The union stated that, “the slave-camp regime at Arik whereby one person is being compelled to perform the function of five or more persons has to end immediately. This is especially so as more workers are at home on forced leave.”

NUATE has given Arik 15-day ultimatum to correct the development; otherwise, the unions would take the next step “to which we shall not be held responsible.”

Spokesperson for Arik, Banji Ola, yesterday said the management was making efforts to engage the unions to settle the issues.

Similarly, the board of Med-View Airlines Plc has agreed to sell two aircraft to pay some debts and use the balance to restart operations.

The airline last year quit operations when all its aircraft went out of service. Med-View, which is one of the firms that failed to file its financial statements to the Nigerian Stock Exchange (NSE), said it resolved to sell its B737-400 5NMAA aeroplane in Estonia and the B737-400 5NMAA aircraft in Lagos.

Industry experts said even before COVID-19, local airlines had been struggling largely due to poor and inconsistent government policies, high user charges, bad corporate governance by the operators and very harsh economic environment, and it would be harder keeping them afloat at this time.

Financial analyst, Solomon Akinnifesi, reckoned that it would be very tough for the airlines because the exchange rate had been technically devalued or depreciated, revenue had dwindled, while cost of funds had gone up.

“In the global industry, even stronger and more mature players are suffering massive losses. The Middle Eastern airlines are laying off staff and cutting costs. It is a tough time for everyone.

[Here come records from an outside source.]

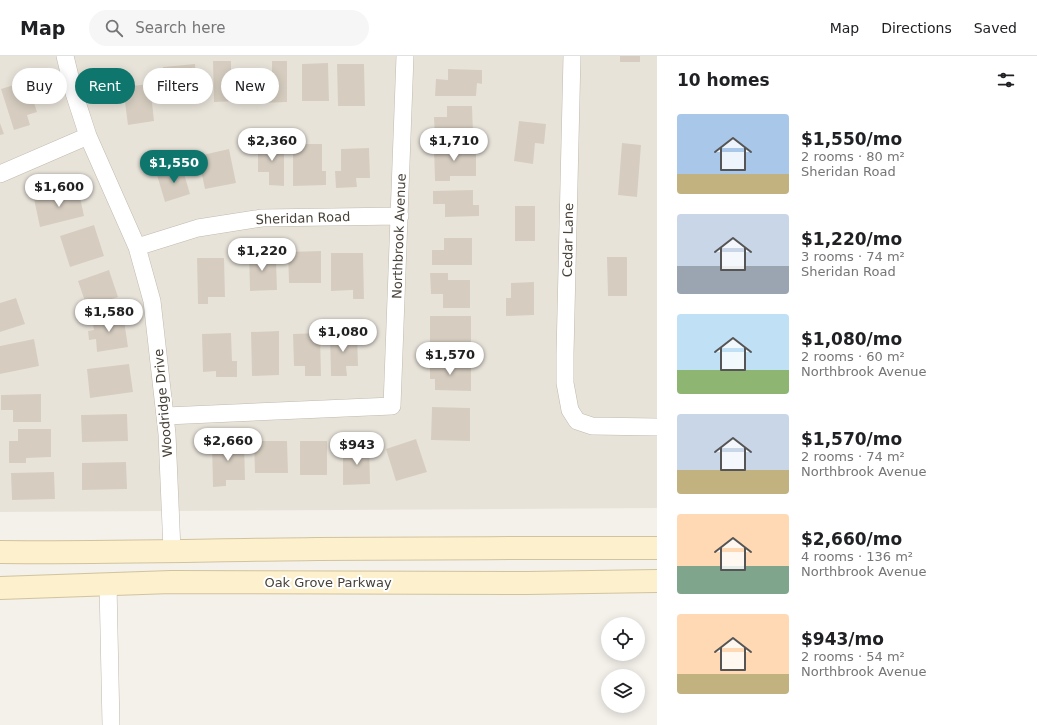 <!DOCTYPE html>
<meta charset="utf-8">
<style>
body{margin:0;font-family:"DejaVu Sans",sans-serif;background:#f6f6f6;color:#202124;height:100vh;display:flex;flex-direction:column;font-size:15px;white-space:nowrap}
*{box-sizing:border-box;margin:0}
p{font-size:13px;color:#757577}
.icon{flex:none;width:22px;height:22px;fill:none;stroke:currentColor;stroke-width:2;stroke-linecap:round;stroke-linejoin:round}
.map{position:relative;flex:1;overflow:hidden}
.panel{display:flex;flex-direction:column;background:#fff;width:380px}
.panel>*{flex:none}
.hud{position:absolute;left:12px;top:12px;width:380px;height:36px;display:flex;gap:8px}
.controls{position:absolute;left:601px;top:561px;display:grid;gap:8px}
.controls a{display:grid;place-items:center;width:44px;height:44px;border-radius:50%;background:#fff;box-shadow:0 2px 10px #0003;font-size:20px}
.price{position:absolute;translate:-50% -34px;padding:0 9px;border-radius:14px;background:#fff;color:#222;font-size:13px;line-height:26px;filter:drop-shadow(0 1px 2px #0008)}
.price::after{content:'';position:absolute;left:50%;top:24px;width:12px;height:9px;margin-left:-6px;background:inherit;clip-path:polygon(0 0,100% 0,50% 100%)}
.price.current{background:#0f766e;color:#fff}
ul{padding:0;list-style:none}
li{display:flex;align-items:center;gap:12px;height:100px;padding:0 20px}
li span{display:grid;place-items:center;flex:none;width:112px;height:80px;border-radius:4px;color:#555}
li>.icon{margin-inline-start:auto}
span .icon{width:48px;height:48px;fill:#fffc;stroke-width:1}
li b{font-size:17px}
h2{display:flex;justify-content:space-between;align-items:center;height:48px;padding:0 20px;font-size:17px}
.tag{padding:0 14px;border-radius:18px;background:#fff;box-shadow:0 2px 10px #0003;font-size:14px;line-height:36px}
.tag.current{background:#0f766e;color:#fff}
header{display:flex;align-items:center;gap:24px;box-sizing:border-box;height:56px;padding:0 20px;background:#fff;border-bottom:1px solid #e0e0e0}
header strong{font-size:19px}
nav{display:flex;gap:22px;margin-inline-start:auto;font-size:14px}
.search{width:280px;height:36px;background:#f6f6f6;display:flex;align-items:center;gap:10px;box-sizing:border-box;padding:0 14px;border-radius:22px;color:#757577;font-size:15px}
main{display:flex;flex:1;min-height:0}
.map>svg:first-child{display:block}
</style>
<header>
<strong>Map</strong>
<div class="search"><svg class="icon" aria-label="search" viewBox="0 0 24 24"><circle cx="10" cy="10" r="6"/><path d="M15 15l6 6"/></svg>Search here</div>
<nav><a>Map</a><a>Directions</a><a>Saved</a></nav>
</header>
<main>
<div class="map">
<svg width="657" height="669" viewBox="0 0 657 669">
<rect width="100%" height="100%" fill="#f4f1eb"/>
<path fill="#e8e3d9" d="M0 0H657V452L0 456Z"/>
<path fill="#d6cdc0" d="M620 0H640V6H620Z
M213 5H231V17H241V45L214 46Z
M272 5H287V46L261 47 260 18 272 17Z
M328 7 329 45H302V8Z
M195 8 197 39 165 42 163 11Z
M337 8H364L365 50H338Z
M448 13 482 14V28L477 27 476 40H435L436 23 448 24Z
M27 25 37 56 27 59 30 69 14 74 1 33Z
M150 28 154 65 128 69 123 31Z
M447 50H472L473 77H451V83H435L434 61H447Z
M519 65 546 68 544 88 535 87 533 108 514 105Z
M0 67 4 78 0 79Z
M258 87 284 88V130L269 129V116H258Z
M622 87 641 89 637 141 618 139Z
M293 88H322V115H326V129L293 130Z
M434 91H476V120H450V125H435Z
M369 92 370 122H356L357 131 336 132 335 115H341V93Z
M229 93 236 127 205 133 198 100Z
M182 111 190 138 165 146 157 119Z
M78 132 84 160 40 171 34 143Z
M473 134V149H479V160L445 161V148H433V135Z
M515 150H535V185H515Z
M94 169 104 200 70 211 60 180Z
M444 182H472V209H432V194H444Z
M249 194H265V204H276L277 234 250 235Z
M321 195V227H289L288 196Z
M331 197H363L364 243H353V234L331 235Z
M607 201H627V240H608Z
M197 202H224L225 241H208V248H198Z
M109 214 118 241 87 251 78 225Z
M430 217H448V224H470V252H443V238H431Z
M534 226V259L506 260V242H511V227Z
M16 242 25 268 0 276V247Z
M123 258 128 291 97 296 96 283 89 284 88 275 94 274 92 263Z
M430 260H471V288H445L446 294H430Z
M279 275V319L252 320 251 276Z
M231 277 232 305H237V321H216V315L203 316 202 278Z
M320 277 321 320H305V310H294L293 278Z
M330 277H357L358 310H346L347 320H331Z
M34 283 39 310 0 318V290Z
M430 302H446V309H471V335L435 334V323H430Z
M129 308 133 336 90 342 87 313Z
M41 338V366H13V354H1V339Z
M432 351 470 352V385L431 384Z
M127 358 128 385 82 386 81 359Z
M18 373H51V401L26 402V407H9V385H18Z
M416 383 427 416 396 425 386 393Z
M244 385 245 424H226V430L213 431 212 386Z
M254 385H287L288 417H255Z
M300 385H327V419H300Z
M352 387H369L370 428 343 429V401H353Z
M126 406 127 433 82 434V407Z
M54 416 55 443 12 444 11 417Z"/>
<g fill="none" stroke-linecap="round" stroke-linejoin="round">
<g stroke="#c0b9ad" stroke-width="18">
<path id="minor" d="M65 0 74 37 88 80 137 191 152 245 167 378 172 494
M572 0 565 298V327L570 354 577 365 592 370 657 371
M0 118 88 80
M137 191 198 172 262 162 400 160
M166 360 392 350 405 0
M108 528 111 669"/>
</g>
<g stroke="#d2c39c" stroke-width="24">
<path id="secondary" d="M0 496C106 497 211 494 317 493 430 492 544 492 657 492
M0 532 171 526 527 527 657 525"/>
</g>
<use href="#minor" stroke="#fff" stroke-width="17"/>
<use href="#secondary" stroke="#fcf0cd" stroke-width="22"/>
</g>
<g text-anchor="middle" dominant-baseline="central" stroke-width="4" stroke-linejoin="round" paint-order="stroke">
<g font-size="13" fill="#484239" stroke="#fff">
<text transform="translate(303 162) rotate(-2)">Sheridan Road</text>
<text transform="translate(399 180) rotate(-88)">Northbrook Avenue</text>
<text transform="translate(568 184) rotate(-89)">Cedar Lane</text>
<text transform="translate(163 347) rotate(-95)">Woodridge Drive</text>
<text x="328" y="526">Oak Grove Parkway</text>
</g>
</g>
</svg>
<div class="controls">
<a><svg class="icon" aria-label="locate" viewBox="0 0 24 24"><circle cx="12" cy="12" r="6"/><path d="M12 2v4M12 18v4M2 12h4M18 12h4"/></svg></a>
<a><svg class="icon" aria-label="layers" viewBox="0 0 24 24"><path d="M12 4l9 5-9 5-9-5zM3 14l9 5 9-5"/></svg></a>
</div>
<b class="price" style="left:272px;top:106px">$2,360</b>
<b class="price" style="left:454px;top:106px">$1,710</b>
<b class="price current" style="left:174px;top:128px">$1,550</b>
<b class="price" style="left:59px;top:152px">$1,600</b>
<b class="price" style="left:262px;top:216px">$1,220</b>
<b class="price" style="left:109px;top:277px">$1,580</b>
<b class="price" style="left:343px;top:297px">$1,080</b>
<b class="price" style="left:450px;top:320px">$1,570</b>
<b class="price" style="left:228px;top:406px">$2,660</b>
<b class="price" style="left:357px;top:410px">$943</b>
<div class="hud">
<a class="tag">Buy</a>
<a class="tag current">Rent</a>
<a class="tag">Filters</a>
<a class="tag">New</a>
</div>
</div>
<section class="panel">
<h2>10 homes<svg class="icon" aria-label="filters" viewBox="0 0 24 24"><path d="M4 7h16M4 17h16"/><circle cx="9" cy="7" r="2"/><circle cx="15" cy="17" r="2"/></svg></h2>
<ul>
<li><span style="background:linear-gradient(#a9c7e8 75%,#c2b280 0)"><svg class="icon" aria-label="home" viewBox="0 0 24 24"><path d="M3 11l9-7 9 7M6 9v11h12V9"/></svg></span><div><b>$1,550/mo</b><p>2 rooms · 80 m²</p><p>Sheridan Road</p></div></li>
<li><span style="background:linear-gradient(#c9d6e8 65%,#9aa5b1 0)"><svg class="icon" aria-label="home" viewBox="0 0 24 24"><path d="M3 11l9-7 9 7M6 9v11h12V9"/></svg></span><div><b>$1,220/mo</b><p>3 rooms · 74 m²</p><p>Sheridan Road</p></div></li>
<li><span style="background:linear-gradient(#bfe0f5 70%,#8fb573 0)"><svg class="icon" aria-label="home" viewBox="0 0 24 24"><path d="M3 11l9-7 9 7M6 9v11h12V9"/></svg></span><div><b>$1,080/mo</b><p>2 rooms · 60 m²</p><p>Northbrook Avenue</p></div></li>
<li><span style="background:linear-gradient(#c9d6e8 70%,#c2b280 0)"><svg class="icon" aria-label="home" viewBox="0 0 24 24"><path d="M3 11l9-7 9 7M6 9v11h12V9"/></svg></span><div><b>$1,570/mo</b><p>2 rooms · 74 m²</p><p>Northbrook Avenue</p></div></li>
<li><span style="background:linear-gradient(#ffd9b3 65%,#7fa58c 0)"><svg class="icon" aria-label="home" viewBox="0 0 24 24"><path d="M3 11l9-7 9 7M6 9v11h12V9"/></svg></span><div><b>$2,660/mo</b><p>4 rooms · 136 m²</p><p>Northbrook Avenue</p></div></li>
<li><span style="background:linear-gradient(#ffd9b3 75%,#c2b280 0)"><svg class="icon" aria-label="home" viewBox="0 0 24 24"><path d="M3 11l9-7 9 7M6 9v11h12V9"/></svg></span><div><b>$943/mo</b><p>2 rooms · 54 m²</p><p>Northbrook Avenue</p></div></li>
</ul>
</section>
</main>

“The future looks bleak, especially considering our macroeconomic indices. Can local airlines grow beyond our macroeconomic indicators where inflation is increasing, per capita income is diminishing, the middle income group is gradually vanishing, when crude oil prices are hovering between $40 and $50, when the government which drives the economy is broke?”

Akinnifesi advised the airlines to develop niche markets, think out of the box and get financial support. Government policies must change to help airlines grow. The airlines need to strengthen their corporate governance structure to attract investor confidence.”

An operator, who did not want to be named, said for airlines, survival was key.

“We must pay salaries but we must also cut costs to survive. Unfortunately, staff salary is one of the cost cutting measures that we must take. It is not enough for the unions to be threatening airlines. We have a common problem on our hands.

“On our part, we have started small with very few routes and I believe that is what all others are doing. We used to operate 28 routes before COVID-19. Now, we have about four. Once we have a good standing and comfortable on those ones, then we can expand. Government too should support us before it is too late. This is the time to rescue the airlines,” the operator said.

Chairman, Association of Aircraft Maintenance Organisation of Nigeria (AAMON), Isaac Balami, urged operators to unite to sustain their operations through code-sharing and merger.

Balami said it was time to set ego aside and cut losses at this time of traveller apathy. He said a situation where three airlines fly to the same destination, carrying 20 to 30 passengers each on 120-seat aircraft, did not make good business sense.

He argued that if the operators reach a code-sharing agreement, all passengers could be taken to a destination on a full aircraft operated by an operator, adding that this had been proved to be a win-win for many airlines in the world.